# LG LRFC22750TT lights stay on



## Steve38 (Jul 19, 2008)

We recently discovered that the light in our LG LRFC22750TT were staying on while the doors were shut. Both door switches seem to be bad. I unscrewed the bulbs for now but would like to fix the problem. Any ideas?

Thanks
Steve


----------



## jeff1 (Jul 19, 2008)

Hi,

Check the door switches first.
If the switch(s) check ok, something on the main board may be bad keeping the light(s) on all of the time.
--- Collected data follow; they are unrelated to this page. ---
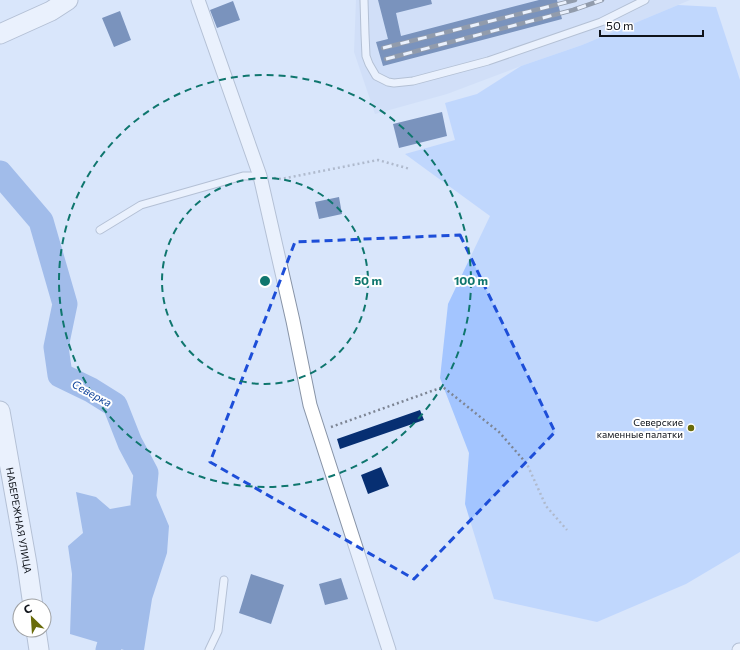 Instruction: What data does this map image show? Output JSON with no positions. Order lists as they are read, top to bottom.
{
  "streets": {
    "street": ["НАБЕРЕЖНАЯ УЛИЦА"]
  },
  "water": ["Северка"],
  "places": ["Северские каменные палатки"],
  "scale_bar": "50 m",
  "north": "top left",
  "rings": ["50 m", "100 m"]
} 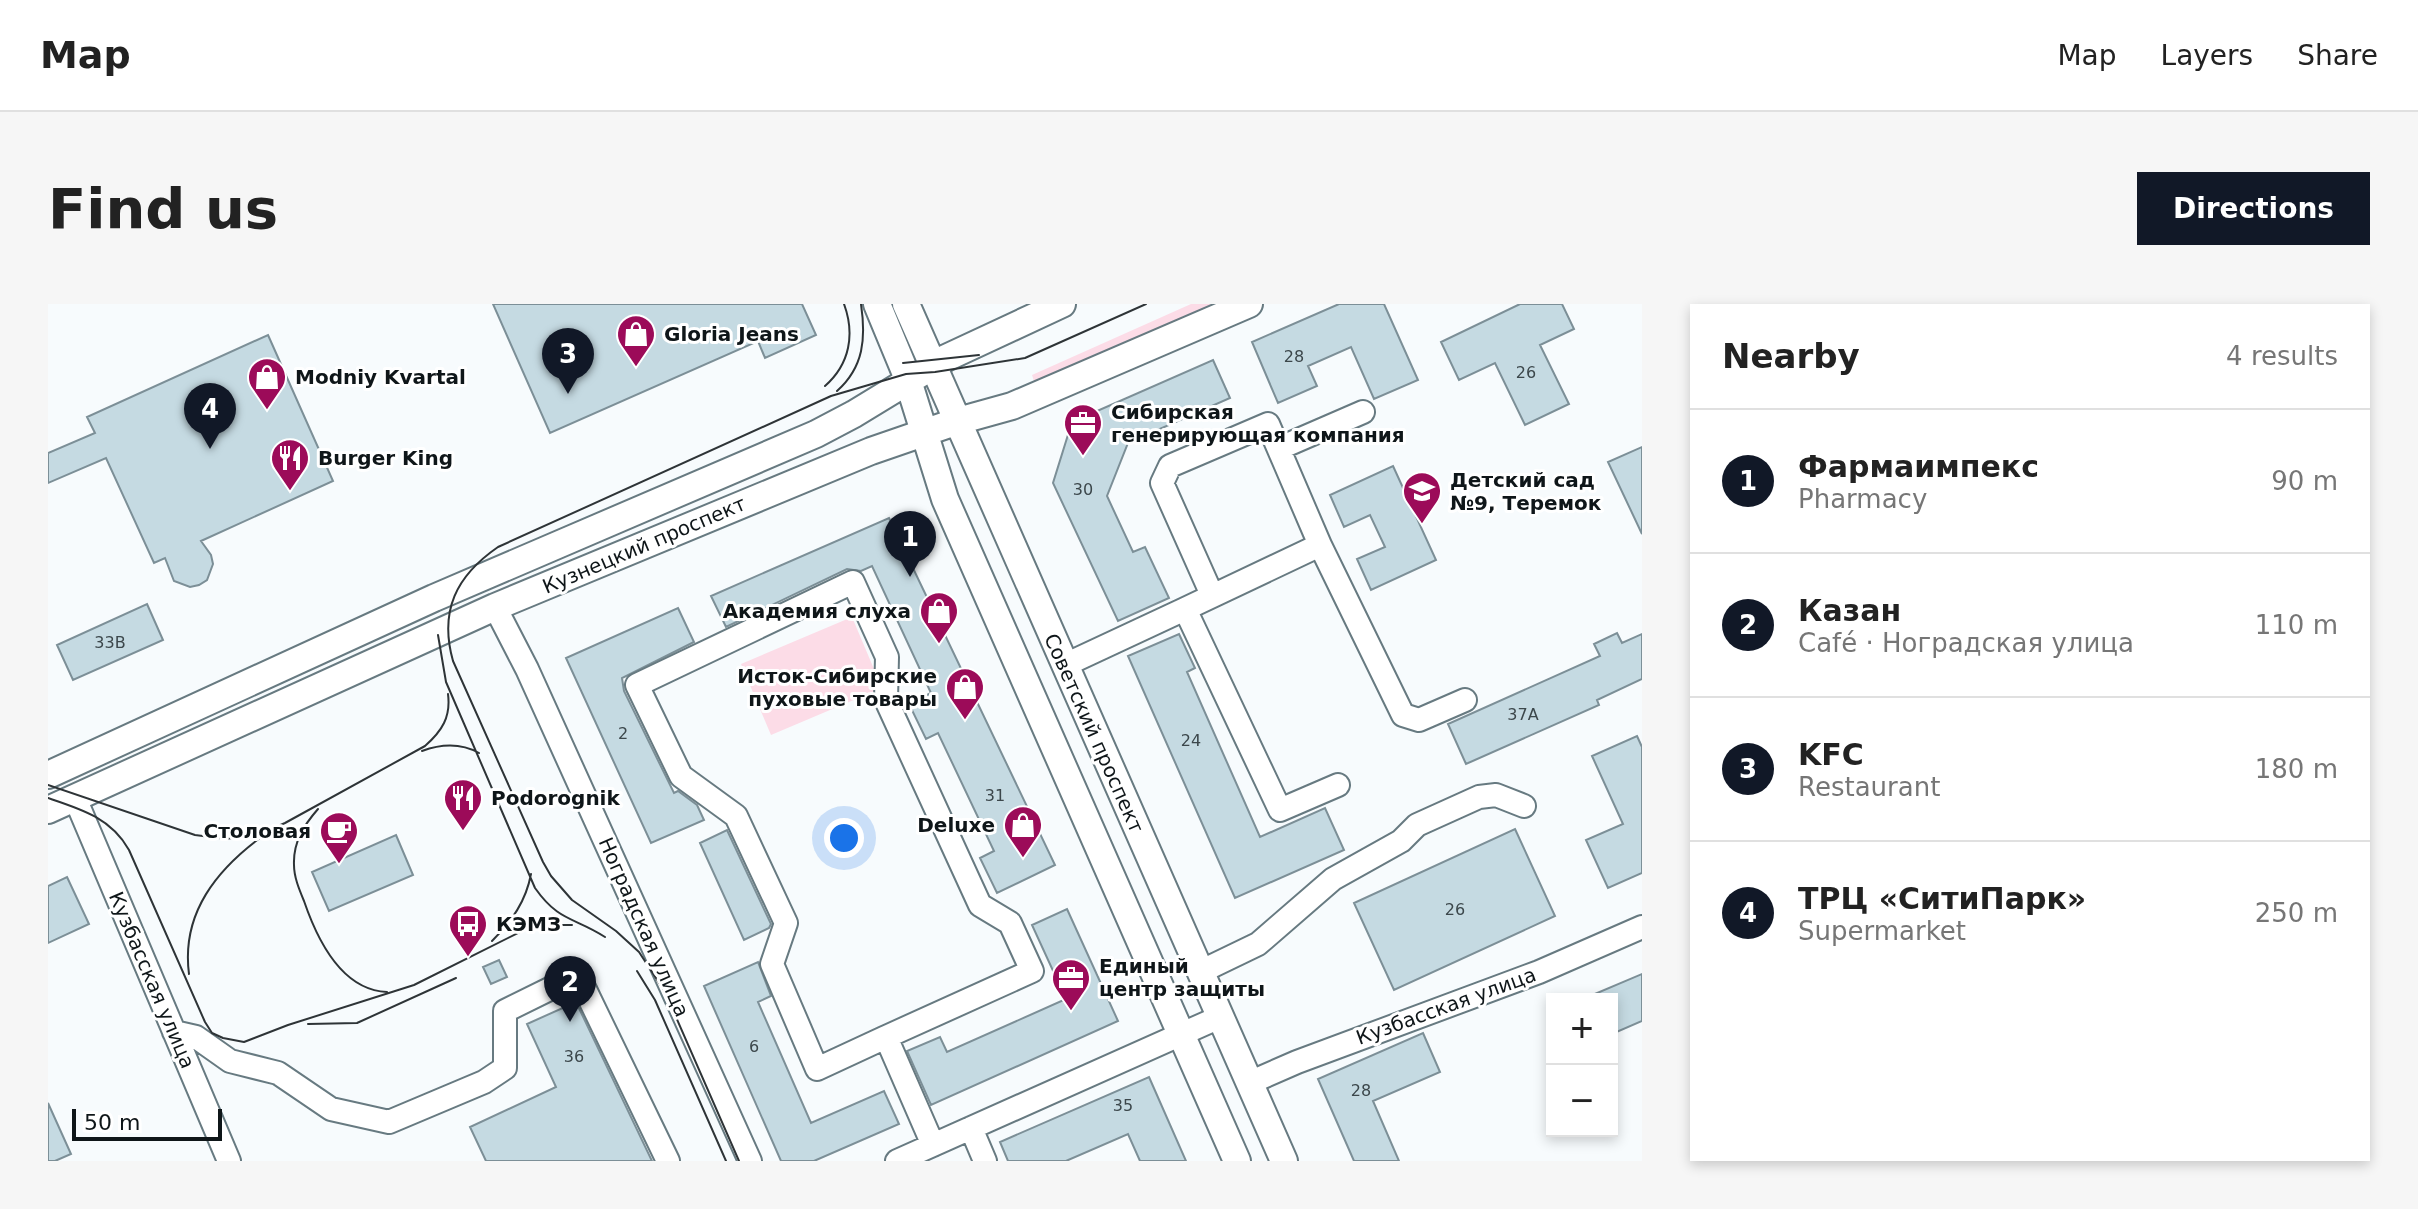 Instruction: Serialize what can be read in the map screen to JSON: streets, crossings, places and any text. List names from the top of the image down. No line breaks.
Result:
{"streets":{"main road":["Кузнецкий проспект","Советский проспект"],"street":["Ноградская улица","Кузбасская улица"]},"crossings":[["Кузнецкий проспект","Советский проспект"],["Кузнецкий проспект","Ноградская улица"],["Кузнецкий проспект","Кузбасская улица"],["Советский проспект","Кузбасская улица"]],"places":{"shop":["Gloria Jeans","Modniy Kvartal","Академия слуха","Исток-Сибирские пуховые товары","Deluxe"],"office":["Сибирская генерирующая компания","Единый центр защиты"],"restaurant":["Burger King","Podorognik"],"school or university":["Детский сад №9, Теремок"],"cafe":["Столовая"],"bus stop":["КЭМЗ"]},"house_numbers":["28","26","30","33В","37А","2","24","31","26","6","36","28","35"],"scale_bar":"50 m","page":{"header":"Map","nav":["Map","Layers","Share"],"buttons":"Directions","title":"Find us","heading":["Nearby","4 results"],"pins":["3","4","1","2"],"list":[{"mark":"1","name":"Фармаимпекс","note":"Pharmacy","value":"90 m"},{"mark":"2","name":"Казан","note":"Café · Ноградская улица","value":"110 m"},{"mark":"3","name":"KFC","note":"Restaurant","value":"180 m"},{"mark":"4","name":"ТРЦ «СитиПарк»","note":"Supermarket","value":"250 m"}],"map_buttons":["+","−"],"scale":"50 m"}} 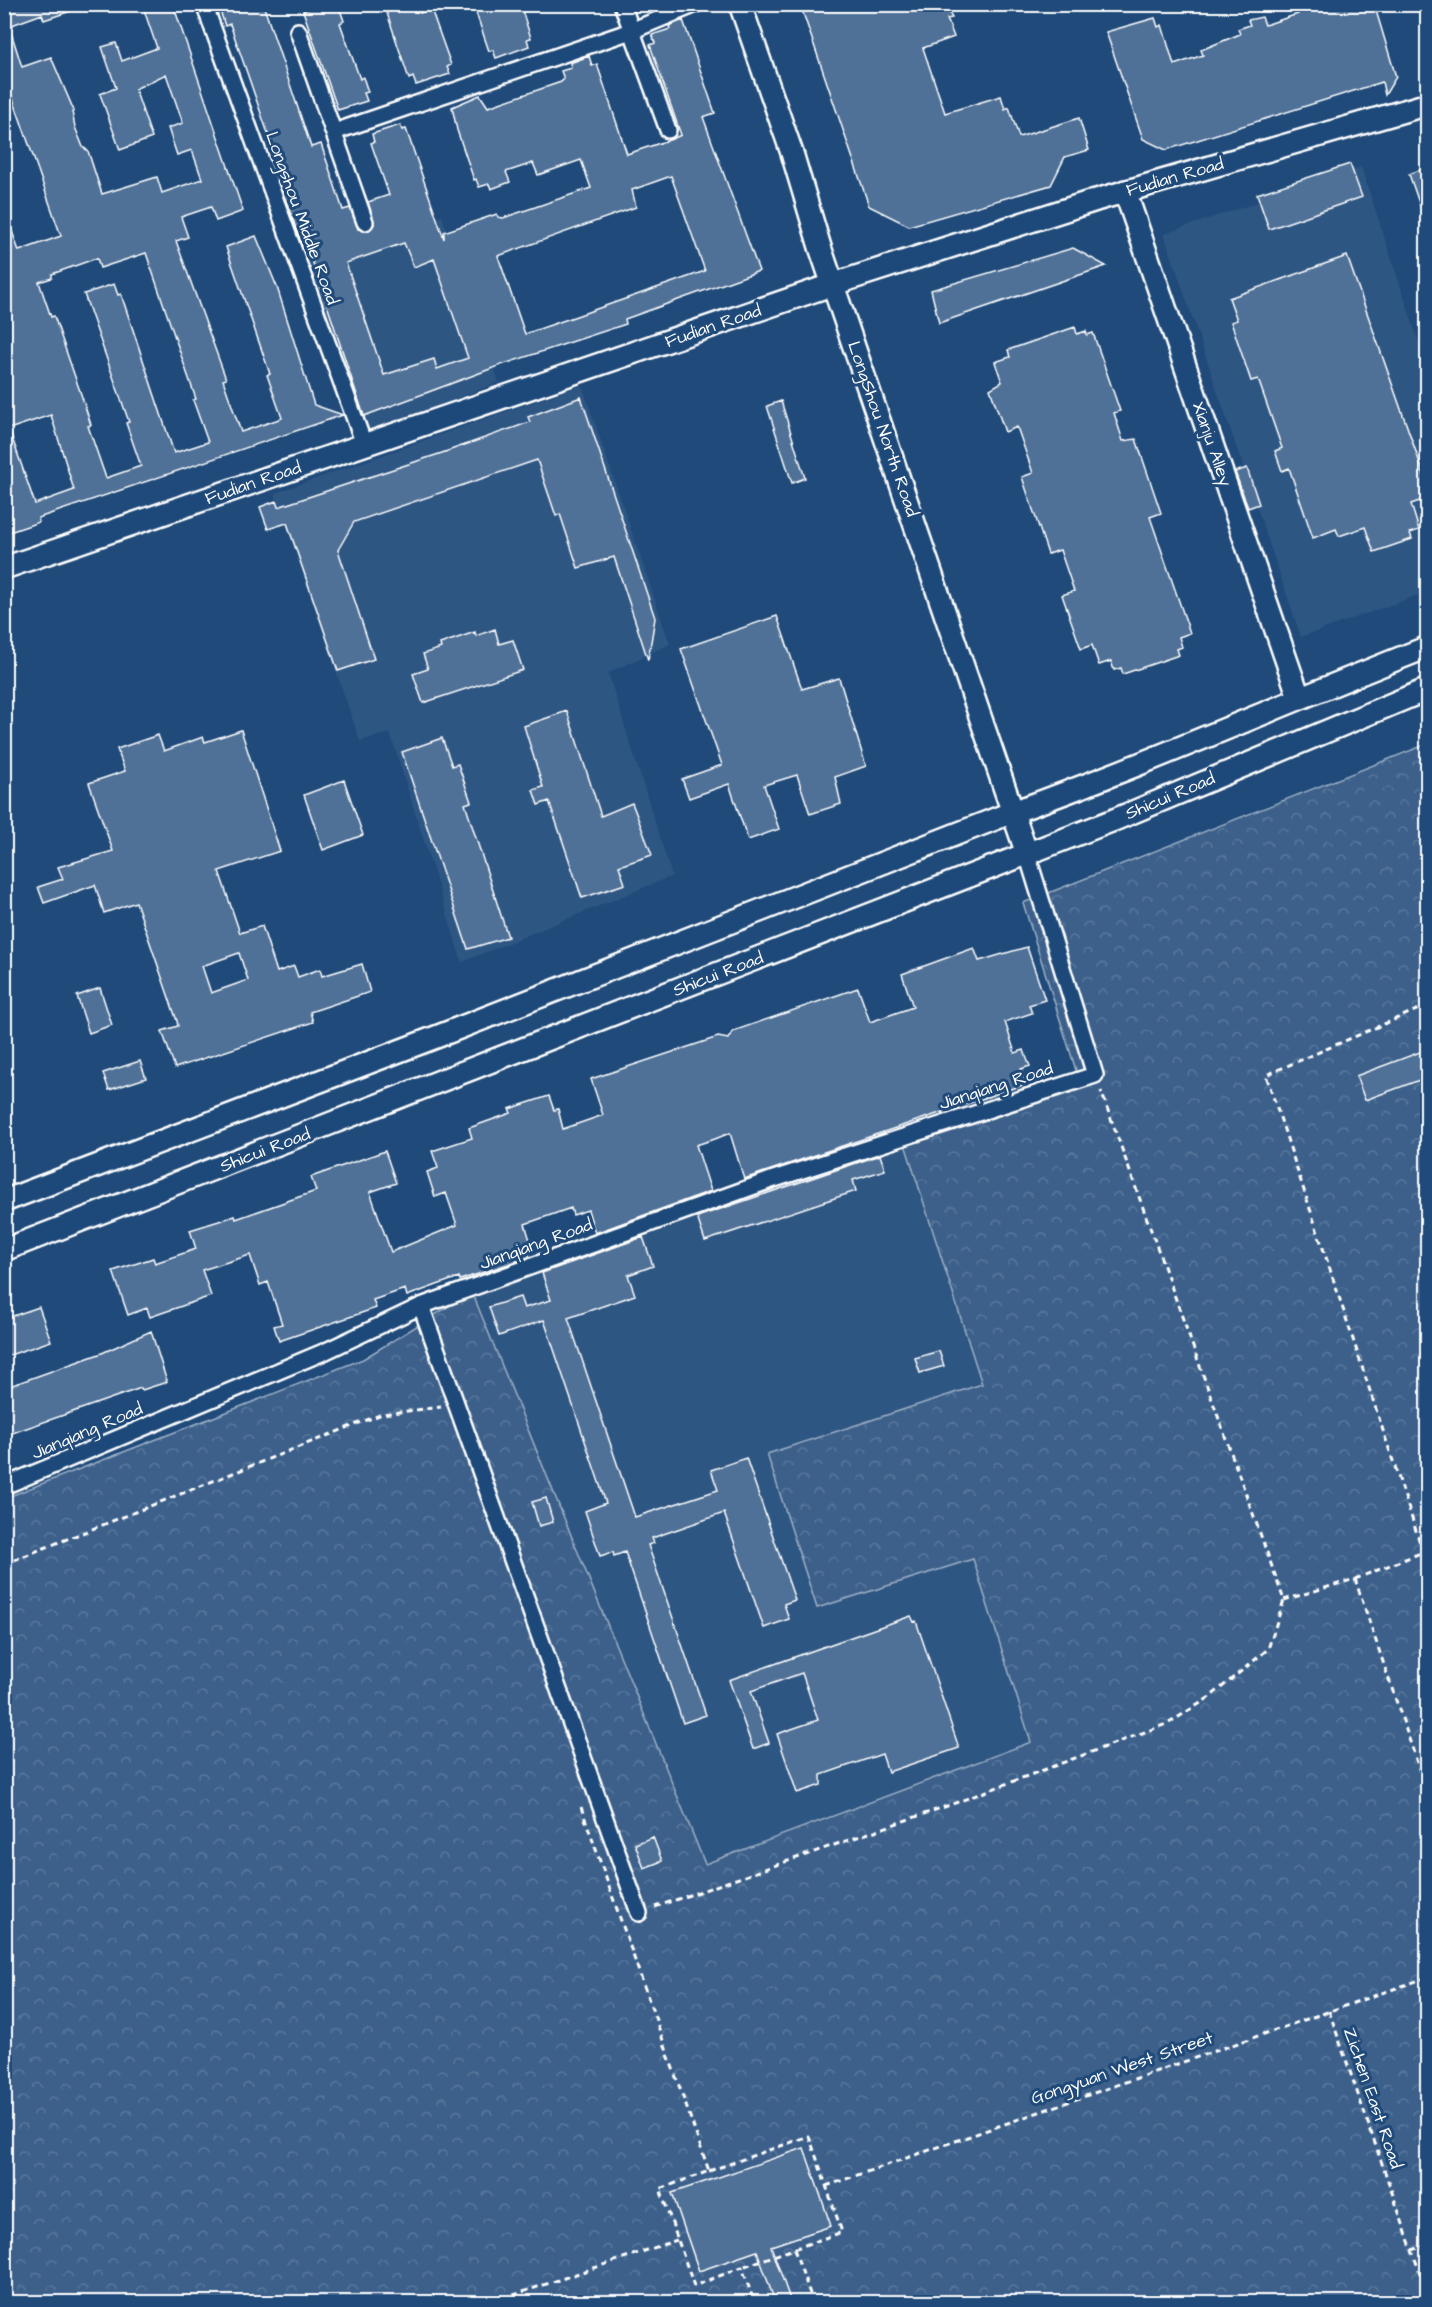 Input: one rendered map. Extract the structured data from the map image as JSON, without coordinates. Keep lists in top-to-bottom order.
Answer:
{
  "streets": {
    "main road": [
      "Fudian Road",
      "LongShou North Road",
      "Xianju Alley",
      "Shicui Road"
    ],
    "street": ["Longshou Middle Road", "Jianqiang Road"],
    "path": ["Gongyuan West Street", "Zichen East Road"]
  },
  "crossings": [
    ["Fudian Road", "Longshou Middle Road"],
    ["Fudian Road", "LongShou North Road"],
    ["Fudian Road", "Xianju Alley"],
    ["LongShou North Road", "Shicui Road"],
    ["Gongyuan West Street", "Zichen East Road"]
  ]
} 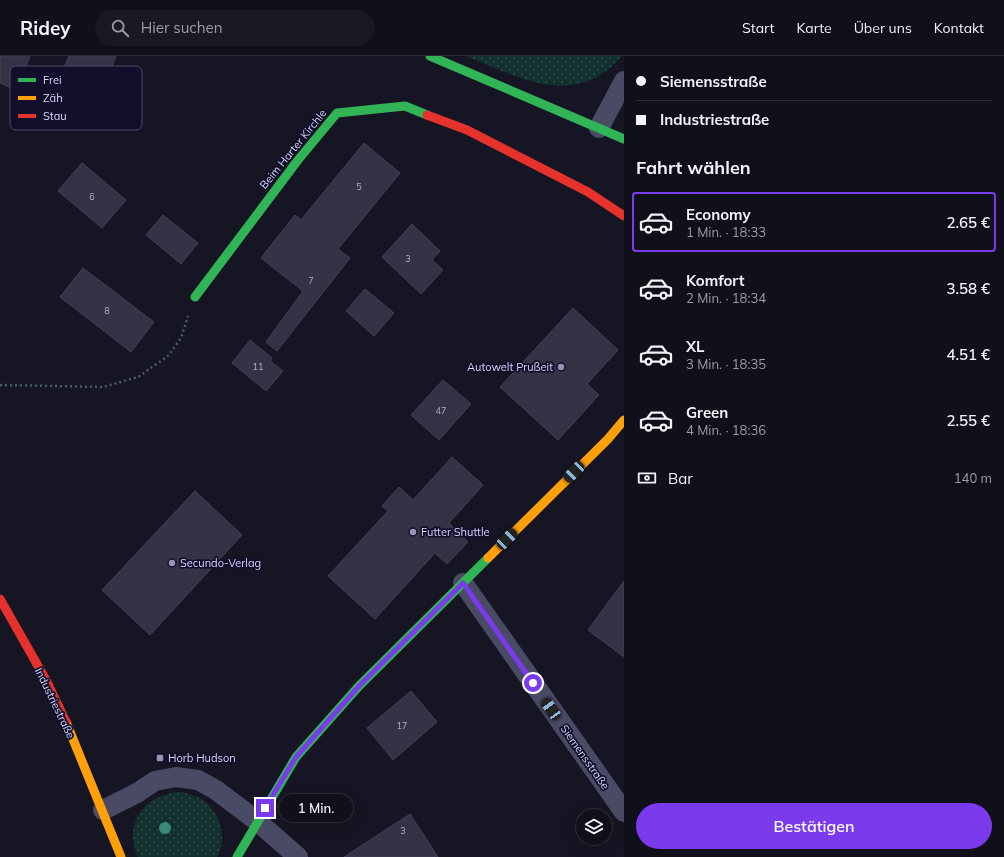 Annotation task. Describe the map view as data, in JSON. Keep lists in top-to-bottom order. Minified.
{"streets":{"street":["Beim Harter Kirchle","Industriestraße","Siemensstraße"]},"places":{"other":["Autowelt Prußeit","Futter Shuttle","Secundo-Verlag"],"transit":["Horb Hudson"]},"house_numbers":["5","6","3","7","8","11","47","17","3"],"legend":["Frei","Zäh","Stau"],"page":{"header":"Ridey","search":"Hier suchen","nav":["Start","Karte","Über uns","Kontakt"],"banner":["Siemensstraße","Industriestraße"],"heading":"Fahrt wählen","list":[{"name":"Economy","note":"1 Min. · 18:33","value":"2.65 €"},{"name":"Komfort","note":"2 Min. · 18:34","value":"3.58 €"},{"name":"XL","note":"3 Min. · 18:35","value":"4.51 €"},{"name":"Green","note":"4 Min. · 18:36","value":"2.55 €"}],"pay":["Bar","140 m"],"bubble":"1 Min.","buttons":"Bestätigen"}}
Link is here for checking a common light switch.

jeff.


----------



## Steve38 (Jul 20, 2008)

Thanks Jeff I'll give this a try.

Steve


----------



## jeff1 (Jul 20, 2008)

If you get a chance, let us know what you find/see.

jeff.


----------



## Steve38 (Jul 20, 2008)

I'll do that, it may be a little while until I get to it. Just out of curiosity, what's involved if the problem is in the main board? I somehow think it's unlikely that both switches would go at the same time.

Thanks,
Steve


----------



## jeff1 (Jul 20, 2008)

> I somehow think it's unlikely that both switches would go at the same time.



I tend to agree.



> what's involved if the problem is in the main board?



New board time.

jeff.


----------



## Quattro (Jul 21, 2008)

Hi Steve, I just replaced the board on my GE fridge, with Jeff's help. It's quite simple. Disconnect power, remove cover, disconnect molex plugs from old board, remove board. Put in new board, hook up plugs, replace cover, and plug 'er in! At least, that's how it was on my GE. I assume your LG will be similar. The board should be located on the back of the fridge, about waist high.


----------



## Steve38 (Jul 24, 2008)

After I told my wife the price of a new main board she screwed the blubs back in and they worked normally. This one is fixed for the moment but I'm sure it will be revisited.

Thanks for the help!
Steve


----------



## Charlie (Jul 24, 2008)

Steve38 said:


> After I told my wife the price of a new main board she screwed the blubs back in and they worked normally. This one is fixed for the moment but I'm sure it will be revisited.
> 
> Thanks for the help!
> Steve




It would be nice if everything worked out like that


----------



## jeff1 (Jul 25, 2008)

Things that go away on there own....often come back to haunt us  

jeff.


----------



## summerguy (May 4, 2009)

I have an LG 3 door bottom mount freezer refrigerator. It beeps 3 times every 30 seconds. Doors are closed and lights go out when switches are depressed. What could the problem be ?


----------